Dans une récente série d’articles et d’interviews, les responsables politiques et économiques français nous mettent devant nos responsabilités et affirment que la France prendra simplement acte de la voie que les Africains auront décidé de suivre en matière de gestion monétaire au sein de la zone franc. S’il y a lieu de critiquer un manque d’élégance de la part d’un partenaire qui, par le passé, a fait preuve de beaucoup moins de pudeur à propos des affaires africaines, chiche, prenons nos responsabilités, faisons des propositions audacieuses mais responsables.

Entendons-nous bien, le changement de système monétaire au sein de la zone franc ne sera pas une révolution. Je ne crois guère au grand soir.
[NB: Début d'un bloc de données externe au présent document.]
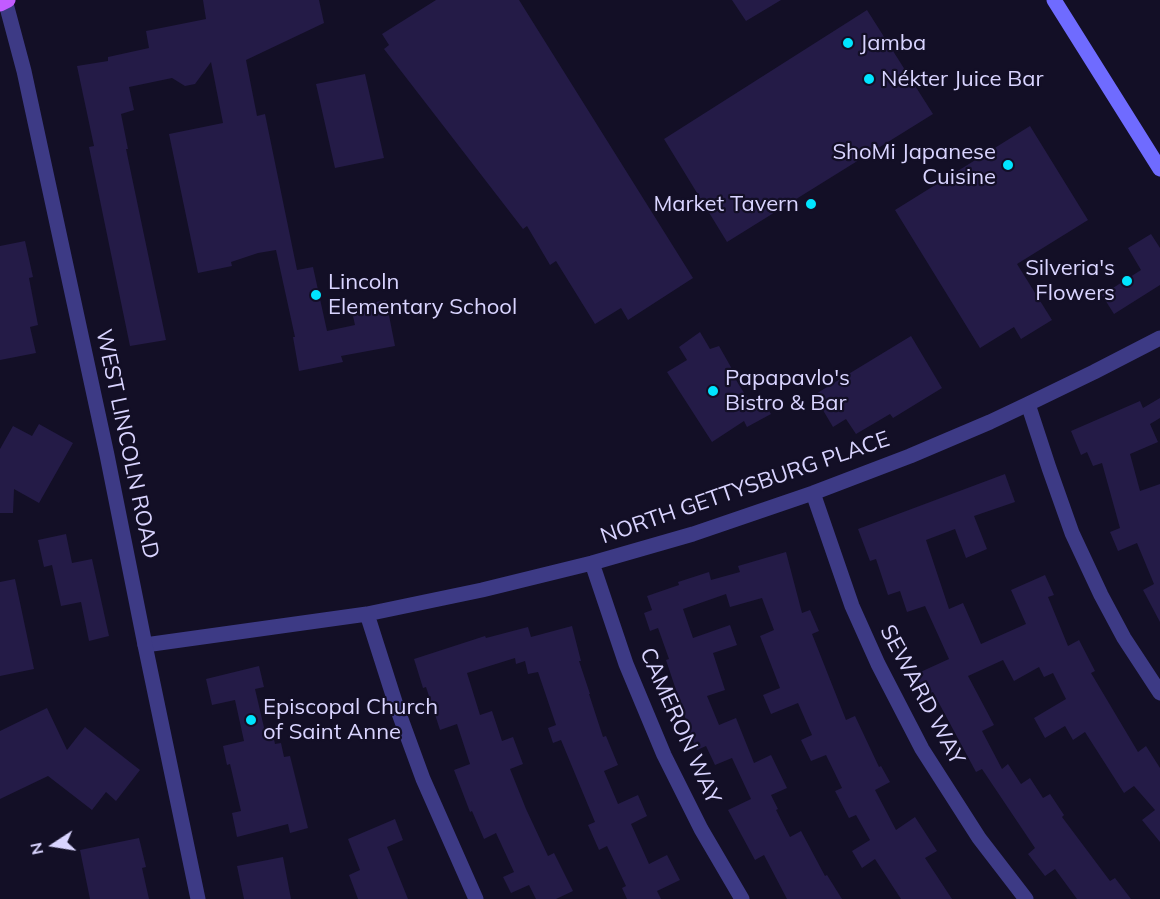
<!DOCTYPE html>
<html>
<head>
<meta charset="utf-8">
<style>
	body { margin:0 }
	#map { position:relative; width:1160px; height:899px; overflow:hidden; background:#130f26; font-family:Mulish,sans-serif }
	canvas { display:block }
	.north { position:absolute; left:24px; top:815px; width:60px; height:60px; -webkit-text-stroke:4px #130f26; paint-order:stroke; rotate:258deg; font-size:16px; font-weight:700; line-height:24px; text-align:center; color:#d9d4ff }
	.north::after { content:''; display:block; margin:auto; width:21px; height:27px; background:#d9d4ff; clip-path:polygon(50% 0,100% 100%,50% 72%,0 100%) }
</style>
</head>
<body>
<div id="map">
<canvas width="1160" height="899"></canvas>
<div class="north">N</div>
</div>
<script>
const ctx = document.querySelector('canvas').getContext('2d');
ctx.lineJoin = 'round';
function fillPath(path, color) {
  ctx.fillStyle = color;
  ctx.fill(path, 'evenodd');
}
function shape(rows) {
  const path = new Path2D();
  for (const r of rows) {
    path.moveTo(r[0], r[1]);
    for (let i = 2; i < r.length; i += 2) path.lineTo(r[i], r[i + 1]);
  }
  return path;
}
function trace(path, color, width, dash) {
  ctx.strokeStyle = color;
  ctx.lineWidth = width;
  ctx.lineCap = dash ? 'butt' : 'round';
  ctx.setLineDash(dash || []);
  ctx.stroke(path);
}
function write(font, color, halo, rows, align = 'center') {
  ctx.font = font + ' Mulish,sans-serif';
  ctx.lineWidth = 4.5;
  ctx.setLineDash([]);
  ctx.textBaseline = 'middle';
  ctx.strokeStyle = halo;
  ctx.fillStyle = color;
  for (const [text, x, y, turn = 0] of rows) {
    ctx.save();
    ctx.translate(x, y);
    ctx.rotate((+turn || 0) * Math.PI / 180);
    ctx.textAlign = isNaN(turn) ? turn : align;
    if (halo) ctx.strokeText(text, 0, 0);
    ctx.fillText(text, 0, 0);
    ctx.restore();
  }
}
fillPath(shape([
	[203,0,319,0,324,23,246,60,257,116,265,114,297,270,313,267,327,331,355,325,351,307,386,300,395,346,341,356,343,362,299,371,293,337,295,337,276,250,258,253,231,262,232,266,198,273,169,134,223,123,211,62,195,84,185,86,172,78,129,87,134,110,121,114,128,149,126,149,166,340,130,346,89,147,94,146,77,66,108,61,108,57,149,48,146,31,206,19],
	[436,0,519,0,693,278,628,320,621,308,595,324,556,261,550,265,527,226,523,229,384,49,389,45,382,34],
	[732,0,781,0,746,21],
	[867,10,933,114,727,242,664,139],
	[365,74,384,158,335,168,316,84],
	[1030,126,1088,220,1017,264,1052,320,1021,339,1014,327,980,348,895,210],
	[1151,234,1160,248,1160,285,1114,314,1102,295,1141,270,1128,248],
	[25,241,33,277,29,278,38,325,30,327,36,353,0,360,0,246],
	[700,332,710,349,719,346,732,369,730,370,752,406,762,400,771,414,747,427,744,421,712,442,667,372,687,360,679,347],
	[911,336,942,388,893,418,890,414,856,434,846,419,833,427,814,395],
	[1160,398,1160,418,1150,424,1158,442,1130,454,1140,491,1160,484,1160,622,1143,590,1154,584,1137,543,1118,551,1110,532,1120,528,1102,463,1093,466,1087,452,1081,455,1071,431,1140,401,1143,408],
	[39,424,73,443,39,503,14,489,13,513,0,513,0,449,13,426,32,436],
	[1005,474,1015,502,974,516,987,549,966,558,955,529,926,540,949,609,963,603,981,644,1026,624,1011,590,1045,575,1054,595,1048,597,1068,646,1079,640,1095,671,1091,673,1138,752,1146,746,1160,768,1160,842,1142,820,1155,810,1134,786,1124,793,1085,732,1073,740,1065,726,1045,738,1034,718,1066,699,1053,673,1044,677,1039,667,1014,681,1003,660,968,676,994,725,982,731,1002,769,1008,764,1021,784,1030,778,1043,798,1050,794,1064,815,1062,817,1110,881,1115,878,1131,899,1077,899,1055,869,1045,876,1028,854,1035,848,982,769,976,772,933,692,925,695,916,674,949,659,925,606,907,612,900,591,888,595,876,559,870,561,858,529],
	[66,534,72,563,92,559,109,636,89,641,81,602,61,606,52,565,44,567,38,540],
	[786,552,802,613,810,610,819,631,812,634,846,720,855,716,879,767,881,766,890,782,875,790,896,830,915,817,937,851,925,858,952,899,901,899,875,859,862,868,852,851,870,840,856,815,849,818,835,791,842,788,826,755,811,761,801,740,812,735,798,703,771,714,763,695,780,688,760,636,774,630,762,598,730,607,726,594,683,609,693,638,730,625,737,645,713,653,725,690,707,696,719,725,736,718,754,763,771,755,787,788,771,795,778,809,776,810,790,837,801,831,825,876,827,875,842,899,787,899,764,855,755,860,728,810,751,799,732,758,715,765,706,746,697,750,685,721,686,720,666,660,669,659,658,628,650,631,644,613,652,610,647,596,679,585,678,582,709,572,711,580,740,572,738,566],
	[15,579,34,669,0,676,0,582],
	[572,626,581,661,579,661,590,694,589,694,603,737,606,736,618,765,604,771,618,804,638,795,647,816,631,824,649,864,667,855,680,880,657,891,661,899,627,899,622,888,626,886,607,846,599,850,588,825,595,822,561,740,553,743,548,728,556,725,538,672,528,674,525,661,516,664,515,658,467,673,480,715,492,711,502,741,513,737,523,764,510,769,526,809,548,856,554,853,573,891,556,899,536,899,529,885,511,893,503,877,514,872,496,833,484,839,472,811,470,812,454,770,470,764,457,724,440,730,426,687,423,688,414,659,485,636,486,638,528,627,531,637],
	[259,666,264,687,255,689,266,736,273,735,275,744,281,743,284,757,290,756,308,828,290,833,288,824,237,837,232,813,241,811,230,764,227,765,223,746,244,741,235,700,212,705,206,679],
	[47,708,67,750,85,727,140,770,116,801,106,792,92,810,48,776,0,799,0,731],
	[395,819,403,840,387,847,408,899,358,899,349,875,360,870,348,839],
	[139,838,146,867,142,868,149,899,90,899,80,850],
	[283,857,291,899,244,899,237,866]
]), '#241b47');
trace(shape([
	[1028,404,1049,468,1072,533,1101,595,1124,638,1160,693],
	[813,493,852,606,878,664,922,749,979,838,1026,899],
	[592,563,626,664,664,755,701,829,742,899],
	[367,614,397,708,423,779,476,899],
	[145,645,367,614,482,590,592,563,693,534,813,493,910,456,990,422,1028,404,1094,372,1160,338]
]), '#3d3a85', 15);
trace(shape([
	[5,0,24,71,107,455,145,645,198,899]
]), '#3d3a85', 15);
trace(shape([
	[1054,0,1160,169]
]), '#6f6bff', 15);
trace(shape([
	[0,4,8,0]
]), '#c25bff', 15);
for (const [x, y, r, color] of [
	[848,43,6,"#00e5ff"],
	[869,79,6,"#00e5ff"],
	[1008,165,6,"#00e5ff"],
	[811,204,6,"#00e5ff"],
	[1127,281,6,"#00e5ff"],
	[316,295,6,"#00e5ff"],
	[713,391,6,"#00e5ff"],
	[251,720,6,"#00e5ff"]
]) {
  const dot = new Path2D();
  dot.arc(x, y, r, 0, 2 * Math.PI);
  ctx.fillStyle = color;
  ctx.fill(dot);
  trace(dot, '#130f26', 2);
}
write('22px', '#d9d4ff', '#130f26', [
	["Jamba",860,43],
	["Nékter Juice Bar",881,79],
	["ShoMi Japanese",996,152,"right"],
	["Cuisine",996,177,"right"],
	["Market Tavern",799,204,"right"],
	["Silveria's",1115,268,"right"],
	["Flowers",1115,293,"right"],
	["Lincoln",328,282],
	["Elementary School",328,307],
	["Papapavlo's",725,378],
	["Bistro & Bar",725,403],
	["Episcopal Church",263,707],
	["of Saint Anne",263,732]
], 'left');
write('22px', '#d9d4ff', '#130f26', [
	["WEST LINCOLN ROAD",127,444,78],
	["NORTH GETTYSBURG PLACE",745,488,-19],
	["SEWARD WAY",922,695,62],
	["CAMERON WAY",680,726,66]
]);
</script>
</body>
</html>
Il faudra d’abord opter pour un franc CFA moins rigide, rattaché à un panier de devises. Il faudra négocier l’abandon du système du compte d’opérations, véritable assurance tous risques contre les défaillances de la gouvernance africaine au lieu d’assurer contre les chocs exogènes - sa vocation première - et donc couper le cordon ombilical avec le Trésor français. Faisons donc attention aux spécialistes du maquillage, qui revêtent les apparences de la réforme. Je ne souhaite pas un simple changement de dénomination de la monnaie CFA. Je voudrais que nous préparions le changement, un vrai changement.

Le changement peut faire peur. Ceci n’est pas nouveau, la question est existentialiste. En économie monétaire, ce sentiment porte un nom : «la peur du flottement». Mais pour y parer, il faut s’y préparer, débattre, envisager différents scénarios, agir et justement ne pas avoir peur, avoir confiance en nous. L’abolition du franc CFA, vestige amovible de la colonisation, n’est pas une idée, c’est un programme. J’appelle toutes les bonnes volontés, les forces vives de nos pays, à rejoindre le débat, nous éclairer de leurs réflexions, de leurs talents. Il nous faut nous fixer un cap. Une autre Afrique est possible, et ce n’est pas seulement une utopie. L’histoire nous regarde.